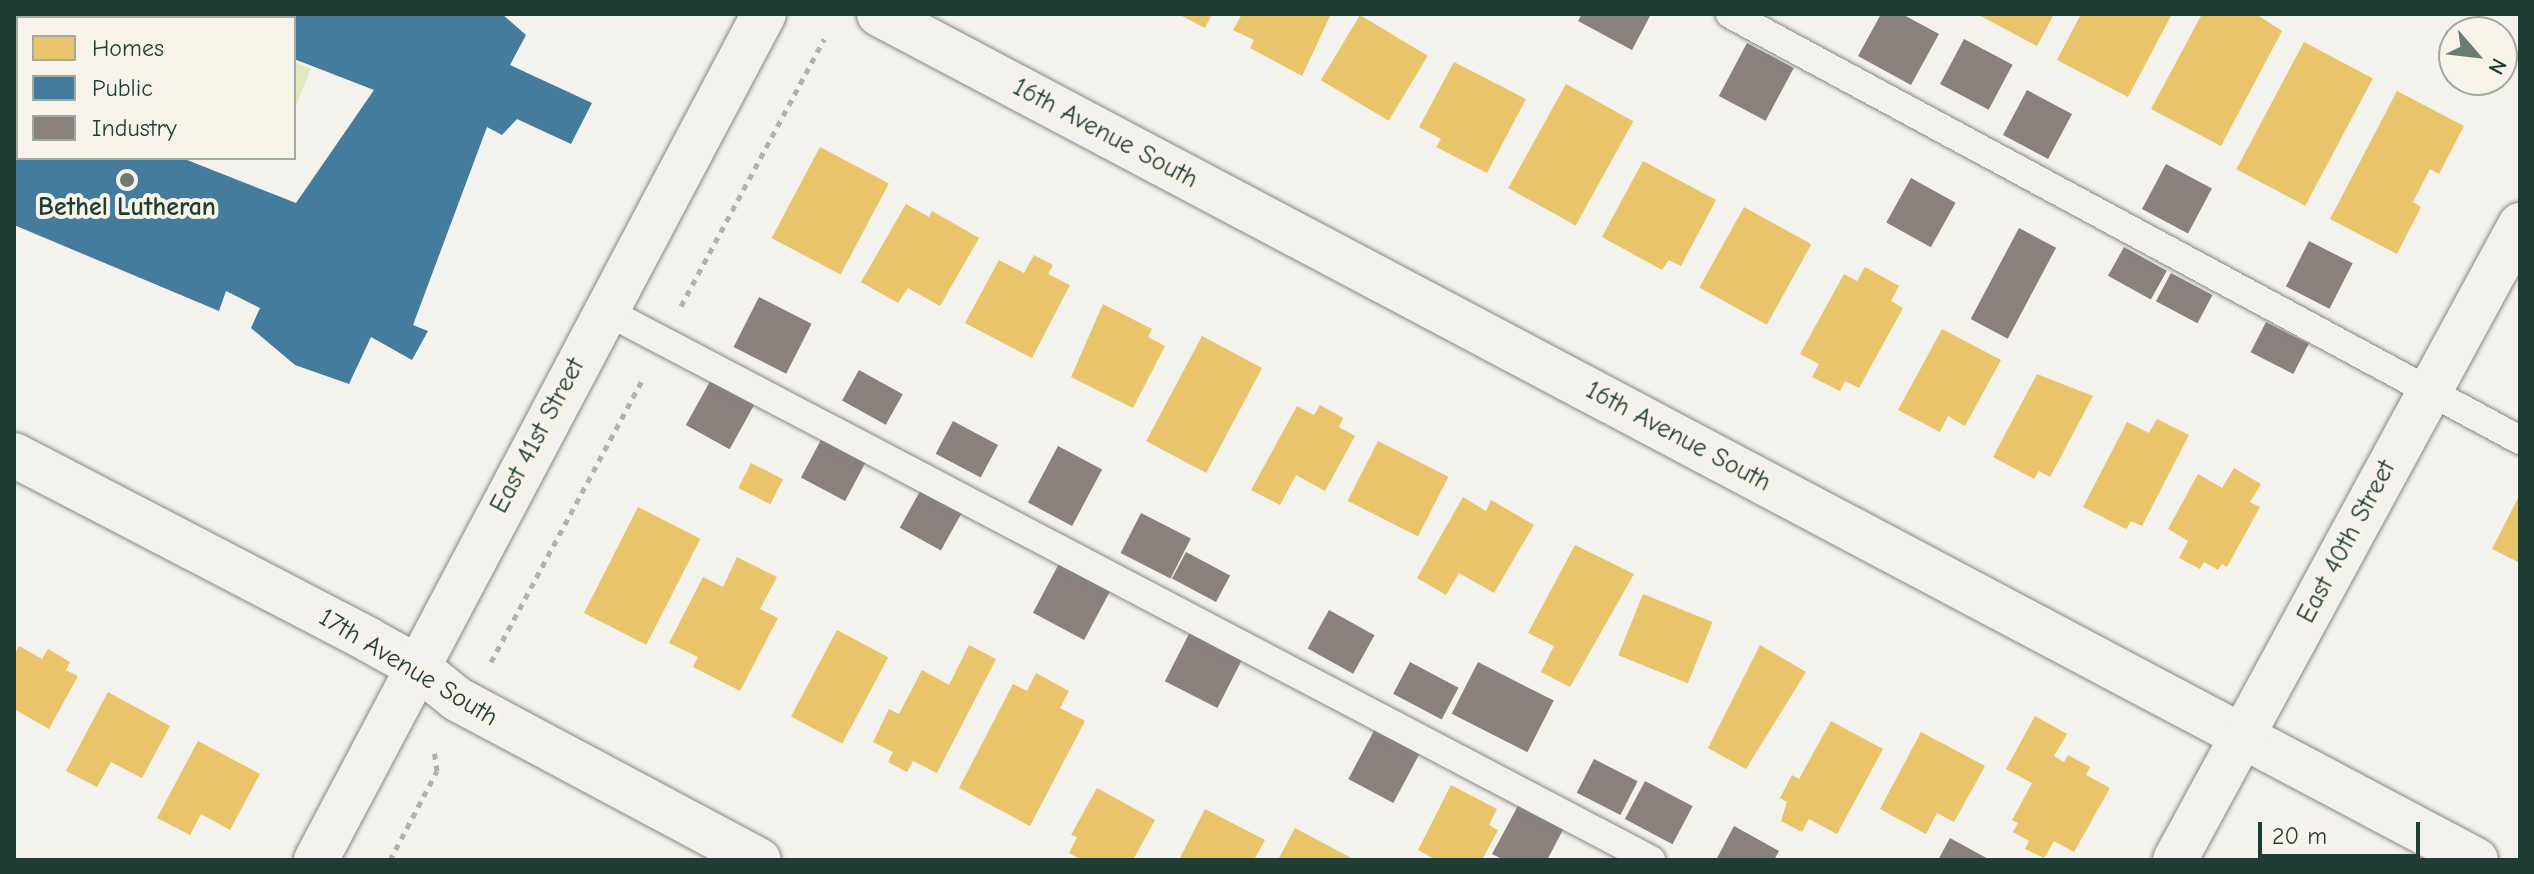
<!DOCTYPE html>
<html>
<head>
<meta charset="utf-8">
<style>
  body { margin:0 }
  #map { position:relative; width:2534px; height:874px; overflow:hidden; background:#f4f2ec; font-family:"Comic Neue",sans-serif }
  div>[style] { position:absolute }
  .green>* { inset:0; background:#e2e9bc }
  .homes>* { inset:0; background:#e9c46a; transform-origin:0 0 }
  .public>* { inset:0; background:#457b9d }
  .industry>* { inset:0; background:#8a817c; transform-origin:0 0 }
  .path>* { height:5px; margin-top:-2.5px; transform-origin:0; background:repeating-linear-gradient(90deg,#b0b2ae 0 6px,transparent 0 12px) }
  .roads { filter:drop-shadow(0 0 2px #848985) drop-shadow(0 0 2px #848985) }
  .lane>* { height:28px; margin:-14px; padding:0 14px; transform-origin:14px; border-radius:14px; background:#f2f1ed }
  .street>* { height:44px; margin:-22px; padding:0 22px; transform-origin:22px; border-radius:22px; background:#f2f1ed }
  .dots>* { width:22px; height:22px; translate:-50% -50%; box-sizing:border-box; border:4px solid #f7f3e8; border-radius:50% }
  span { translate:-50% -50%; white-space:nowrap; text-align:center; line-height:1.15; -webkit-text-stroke:8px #f7f3e8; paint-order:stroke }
  .street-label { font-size:26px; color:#1f3d34 }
  .poi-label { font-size:26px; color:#1f3d34; font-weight:700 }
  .frame { position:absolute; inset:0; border:16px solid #1f3d34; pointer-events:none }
  .legend { position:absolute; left:16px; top:16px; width:280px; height:144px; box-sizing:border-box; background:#f7f3e8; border:2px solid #a1aaa0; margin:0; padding:10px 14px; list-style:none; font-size:24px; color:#1f3d34 }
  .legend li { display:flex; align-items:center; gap:16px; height:40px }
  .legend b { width:40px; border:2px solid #a1aaa0 }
  .north { position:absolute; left:2438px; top:16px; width:80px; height:80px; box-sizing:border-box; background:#f7f3e8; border:2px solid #a1aaa0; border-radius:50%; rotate:118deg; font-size:22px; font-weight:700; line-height:32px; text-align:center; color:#1f3d34 }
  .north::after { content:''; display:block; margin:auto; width:28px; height:36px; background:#6a7c74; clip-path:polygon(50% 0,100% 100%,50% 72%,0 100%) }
  .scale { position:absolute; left:2258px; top:822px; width:162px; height:36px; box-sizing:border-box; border:4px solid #1f3d34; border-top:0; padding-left:10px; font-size:24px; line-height:28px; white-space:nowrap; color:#1f3d34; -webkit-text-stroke:6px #f7f3e8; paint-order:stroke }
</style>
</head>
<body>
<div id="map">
  <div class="green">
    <i style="clip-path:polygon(294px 62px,311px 69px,294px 110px)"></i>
  </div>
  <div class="homes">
    <i style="clip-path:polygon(1178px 14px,1212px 14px,1205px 28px)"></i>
    <i style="clip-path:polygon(1242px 14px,1331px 14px,1302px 76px,1250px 48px,1254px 40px,1233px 30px)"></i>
    <i style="clip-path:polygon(1977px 14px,2054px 14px,2037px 46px)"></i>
    <i style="clip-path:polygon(2081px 14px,2172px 14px,2128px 97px,2057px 60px)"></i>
    <i style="clip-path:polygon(2202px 14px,2256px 14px,2282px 31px,2221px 146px,2151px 109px)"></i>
    <i style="left:1360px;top:15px;width:79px;height:76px;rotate:31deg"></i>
    <i style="left:2304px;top:42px;width:78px;height:144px;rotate:28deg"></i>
    <i style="clip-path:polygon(1454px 62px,1526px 99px,1487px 173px,1436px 147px,1441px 139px,1419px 127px)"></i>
    <i style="left:1566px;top:84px;width:77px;height:119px;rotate:29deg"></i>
    <i style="clip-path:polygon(2397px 91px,2464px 126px,2439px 174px,2430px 169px,2413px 202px,2421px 207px,2397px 254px,2330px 219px)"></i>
    <i style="left:820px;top:147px;width:78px;height:103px;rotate:28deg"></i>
    <i style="clip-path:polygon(1643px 161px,1716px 200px,1681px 266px,1669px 260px,1662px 270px,1602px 237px)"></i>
    <i style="clip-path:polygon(906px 204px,929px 217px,932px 211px,979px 238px,940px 306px,908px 288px,898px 303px,861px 282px)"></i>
    <i style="left:1744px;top:207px;width:77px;height:92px;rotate:29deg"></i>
    <i style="clip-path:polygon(1034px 255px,1053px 265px,1048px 274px,1070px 285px,1032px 358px,965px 323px,999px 260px,1024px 273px)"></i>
    <i style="clip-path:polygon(1865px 267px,1899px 286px,1891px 301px,1903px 308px,1859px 388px,1845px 381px,1840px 391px,1812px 377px,1819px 364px,1800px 354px,1844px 274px,1857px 281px)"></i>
    <i style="clip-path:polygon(1103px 304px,1152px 329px,1148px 337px,1165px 346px,1133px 408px,1071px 377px)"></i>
    <i style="clip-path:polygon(1942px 329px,2001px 360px,1965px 426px,1948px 416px,1940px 432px,1898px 410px)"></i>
    <i style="left:1202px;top:336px;width:68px;height:119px;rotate:28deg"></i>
    <i style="clip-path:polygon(2037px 374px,2093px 396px,2050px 477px,2039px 471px,2034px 479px,1993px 457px)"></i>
    <i style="clip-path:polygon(1320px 405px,1343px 418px,1339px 427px,1355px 436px,1325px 491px,1296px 475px,1280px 505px,1251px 490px,1297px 406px,1314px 415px)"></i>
    <i style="clip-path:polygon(2157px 419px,2189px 435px,2142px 526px,2131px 521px,2126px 529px,2083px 507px,2127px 422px,2149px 433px)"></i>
    <i style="left:1378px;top:441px;width:79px;height:67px;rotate:27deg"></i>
    <i style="left:751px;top:463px;width:36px;height:28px;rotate:27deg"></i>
    <i style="clip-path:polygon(2234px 468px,2261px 484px,2250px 502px,2260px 507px,2227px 567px,2222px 564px,2218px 570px,2204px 562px,2200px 569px,2179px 558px,2188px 541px,2168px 529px,2198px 474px,2222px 488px)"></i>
    <i style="clip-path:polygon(2520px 494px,2520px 563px,2492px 549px)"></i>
    <i style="clip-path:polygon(1463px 497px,1486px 511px,1491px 500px,1534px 525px,1494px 593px,1459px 573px,1446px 595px,1417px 578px)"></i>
    <i style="left:638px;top:507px;width:70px;height:119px;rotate:27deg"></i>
    <i style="clip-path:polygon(1575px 545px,1634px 574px,1570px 687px,1541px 672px,1554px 646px,1528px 633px)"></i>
    <i style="clip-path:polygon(737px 557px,777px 577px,760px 609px,778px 618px,740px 691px,693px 667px,698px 657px,669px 643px,703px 577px,723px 587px)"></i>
    <i style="left:1643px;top:594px;width:75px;height:66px;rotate:22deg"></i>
    <i style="left:837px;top:630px;width:58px;height:98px;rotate:28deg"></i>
    <i style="clip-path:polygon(969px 645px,996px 659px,937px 773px,913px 761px,907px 772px,888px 762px,893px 752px,873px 742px,889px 709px,899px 714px,922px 670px,949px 685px)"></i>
    <i style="clip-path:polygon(1760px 645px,1806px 672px,1746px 769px,1708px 748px)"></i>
    <i style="clip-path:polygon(19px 646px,42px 659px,48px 649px,70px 662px,66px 670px,78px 676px,49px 729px,14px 709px,14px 655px)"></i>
    <i style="clip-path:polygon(1036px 673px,1069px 691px,1060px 708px,1085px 721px,1030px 826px,959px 788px,1013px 684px,1027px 691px)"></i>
    <i style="clip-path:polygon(108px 692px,170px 726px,142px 778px,111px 762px,97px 787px,66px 771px)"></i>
    <i style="clip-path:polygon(2035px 716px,2067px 734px,2054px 756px,2064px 762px,2068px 755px,2090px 767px,2086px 775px,2110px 788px,2074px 852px,2054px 841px,2044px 858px,2025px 849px,2029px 841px,2013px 832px,2018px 823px,2012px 820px,2032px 783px,2006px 769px)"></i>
    <i style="clip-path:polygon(1831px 721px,1883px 749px,1837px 834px,1809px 819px,1802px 832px,1781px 821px,1787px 802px,1780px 798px,1792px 775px,1799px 779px)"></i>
    <i style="clip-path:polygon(1921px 732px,1985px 766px,1954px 822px,1937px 813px,1926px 834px,1880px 809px)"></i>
    <i style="clip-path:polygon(198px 741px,260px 774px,230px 830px,201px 814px,190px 835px,157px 818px)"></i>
    <i style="clip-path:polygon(1451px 785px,1497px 809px,1489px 825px,1498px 830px,1482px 860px,1436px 860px,1418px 850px)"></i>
    <i style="clip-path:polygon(1097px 788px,1155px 820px,1133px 860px,1082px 860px,1069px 853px,1077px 837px,1071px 835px)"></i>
    <i style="clip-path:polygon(1205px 809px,1265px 840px,1254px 860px,1179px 860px)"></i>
    <i style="clip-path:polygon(1295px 828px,1355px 860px,1278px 860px)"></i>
  </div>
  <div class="public">
    <i style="clip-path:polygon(116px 14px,502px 14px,526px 35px,510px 65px,592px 103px,571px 144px,517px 119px,502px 135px,487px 127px,413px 325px,428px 331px,412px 360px,371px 337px,349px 384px,295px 365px,251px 328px,260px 308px,226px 291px,219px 311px,14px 225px,14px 78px,18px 158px,182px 158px,296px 203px,374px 90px,294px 59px,294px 18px,115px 18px)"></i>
  </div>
  <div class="industry">
    <i style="clip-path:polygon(1582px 14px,1651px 14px,1632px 50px,1578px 21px)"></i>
    <i style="clip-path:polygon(1881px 14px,1902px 14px,1939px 34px,1911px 85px,1858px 56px)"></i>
    <i style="left:1964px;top:39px;width:55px;height:51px;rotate:28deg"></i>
    <i style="left:1747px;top:43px;width:53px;height:60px;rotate:28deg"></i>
    <i style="left:2027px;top:90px;width:51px;height:51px;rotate:28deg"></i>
    <i style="left:2166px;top:164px;width:52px;height:51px;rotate:28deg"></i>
    <i style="left:1911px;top:178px;width:51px;height:51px;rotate:29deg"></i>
    <i style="left:2019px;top:228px;width:42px;height:103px;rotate:28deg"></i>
    <i style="left:2309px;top:241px;width:49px;height:51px;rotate:27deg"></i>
    <i style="left:2124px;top:247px;width:49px;height:33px;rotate:29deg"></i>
    <i style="left:2171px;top:273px;width:47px;height:32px;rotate:28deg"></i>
    <i style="left:759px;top:297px;width:59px;height:56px;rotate:27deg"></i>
    <i style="left:2266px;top:322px;width:48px;height:34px;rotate:27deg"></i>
    <i style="left:859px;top:370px;width:50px;height:35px;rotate:29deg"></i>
    <i style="left:713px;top:376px;width:50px;height:56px;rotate:29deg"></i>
    <i style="left:953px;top:421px;width:51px;height:37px;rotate:28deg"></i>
    <i style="left:823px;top:436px;width:50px;height:47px;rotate:28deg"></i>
    <i style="left:1058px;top:446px;width:50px;height:64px;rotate:28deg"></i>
    <i style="left:924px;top:484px;width:47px;height:50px;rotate:29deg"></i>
    <i style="left:1141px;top:513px;width:56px;height:45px;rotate:27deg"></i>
    <i style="left:1186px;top:552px;width:50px;height:30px;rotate:28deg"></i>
    <i style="left:1062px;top:558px;width:58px;height:62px;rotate:28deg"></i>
    <i style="left:1329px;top:610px;width:52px;height:44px;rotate:29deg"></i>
    <i style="left:1193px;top:626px;width:59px;height:62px;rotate:27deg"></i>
    <i style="left:1410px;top:662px;width:55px;height:36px;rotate:28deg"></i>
    <i style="left:1478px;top:662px;width:85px;height:58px;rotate:27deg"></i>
    <i style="left:1376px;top:727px;width:51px;height:59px;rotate:28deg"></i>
    <i style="left:1594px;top:759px;width:49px;height:38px;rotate:27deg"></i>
    <i style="left:1645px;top:781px;width:54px;height:43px;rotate:28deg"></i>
    <i style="clip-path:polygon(1519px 804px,1564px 828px,1547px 860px,1504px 860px,1492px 854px)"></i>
    <i style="clip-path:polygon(1734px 826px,1779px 851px,1774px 860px,1716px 860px)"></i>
    <i style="clip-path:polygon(1950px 838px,1990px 860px,1938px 860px)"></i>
  </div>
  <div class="path">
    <i style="left:681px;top:306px;width:303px;rotate:-61.8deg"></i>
    <i style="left:491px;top:662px;width:322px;rotate:-61.8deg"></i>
    <i style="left:390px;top:860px;width:101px;rotate:-62.2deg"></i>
    <i style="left:437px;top:771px;width:22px;rotate:-98deg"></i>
  </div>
  <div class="roads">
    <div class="lane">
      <i style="left:1730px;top:14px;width:898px;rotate:28.34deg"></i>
      <i style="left:604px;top:310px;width:1183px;rotate:27.71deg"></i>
    </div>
    <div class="street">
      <i style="left:879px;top:14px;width:1807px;rotate:27.91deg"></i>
      <i style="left:14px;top:455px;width:400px;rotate:27.5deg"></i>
      <i style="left:369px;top:640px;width:54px;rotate:29deg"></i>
      <i style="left:416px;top:666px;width:53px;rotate:38.8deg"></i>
      <i style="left:457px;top:699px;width:342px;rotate:28.1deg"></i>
      <i style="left:316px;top:860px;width:957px;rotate:-62.1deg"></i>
      <i style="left:2175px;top:860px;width:723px;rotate:-61.48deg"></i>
    </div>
  </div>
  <div class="dots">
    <i style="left:127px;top:180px;background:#6a7c74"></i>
  </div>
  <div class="street-label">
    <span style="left:1105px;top:134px;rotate:28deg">16th Avenue South</span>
    <span style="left:538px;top:436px;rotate:-62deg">East 41st Street</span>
    <span style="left:1678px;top:437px;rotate:28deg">16th Avenue South</span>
    <span style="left:2347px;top:542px;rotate:-62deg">East 40th Street</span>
    <span style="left:408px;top:668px;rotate:31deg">17th Avenue South</span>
  </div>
  <div class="poi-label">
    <span style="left:127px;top:208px">Bethel Lutheran</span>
  </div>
  <div class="frame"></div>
  <ul class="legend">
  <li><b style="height:22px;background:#e9c46a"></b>Homes</li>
  <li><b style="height:22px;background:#457b9d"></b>Public</li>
  <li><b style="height:22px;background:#8a817c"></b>Industry</li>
  </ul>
  <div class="north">N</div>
  <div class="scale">20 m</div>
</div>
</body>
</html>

-*-*-

Only the lines above starting at the one containing "position:relative; width:2534px; height:874px;" and ending at the one containing "display:flex; align-items:center; gap:16px;", both included, are to be returned, exactly as they read.

  #map { position:relative; width:2534px; height:874px; overflow:hidden; background:#f4f2ec; font-family:"Comic Neue",sans-serif }
  div>[style] { position:absolute }
  .green>* { inset:0; background:#e2e9bc }
  .homes>* { inset:0; background:#e9c46a; transform-origin:0 0 }
  .public>* { inset:0; background:#457b9d }
  .industry>* { inset:0; background:#8a817c; transform-origin:0 0 }
  .path>* { height:5px; margin-top:-2.5px; transform-origin:0; background:repeating-linear-gradient(90deg,#b0b2ae 0 6px,transparent 0 12px) }
  .roads { filter:drop-shadow(0 0 2px #848985) drop-shadow(0 0 2px #848985) }
  .lane>* { height:28px; margin:-14px; padding:0 14px; transform-origin:14px; border-radius:14px; background:#f2f1ed }
  .street>* { height:44px; margin:-22px; padding:0 22px; transform-origin:22px; border-radius:22px; background:#f2f1ed }
  .dots>* { width:22px; height:22px; translate:-50% -50%; box-sizing:border-box; border:4px solid #f7f3e8; border-radius:50% }
  span { translate:-50% -50%; white-space:nowrap; text-align:center; line-height:1.15; -webkit-text-stroke:8px #f7f3e8; paint-order:stroke }
  .street-label { font-size:26px; color:#1f3d34 }
  .poi-label { font-size:26px; color:#1f3d34; font-weight:700 }
  .frame { position:absolute; inset:0; border:16px solid #1f3d34; pointer-events:none }
  .legend { position:absolute; left:16px; top:16px; width:280px; height:144px; box-sizing:border-box; background:#f7f3e8; border:2px solid #a1aaa0; margin:0; padding:10px 14px; list-style:none; font-size:24px; color:#1f3d34 }
  .legend li { display:flex; align-items:center; gap:16px; height:40px }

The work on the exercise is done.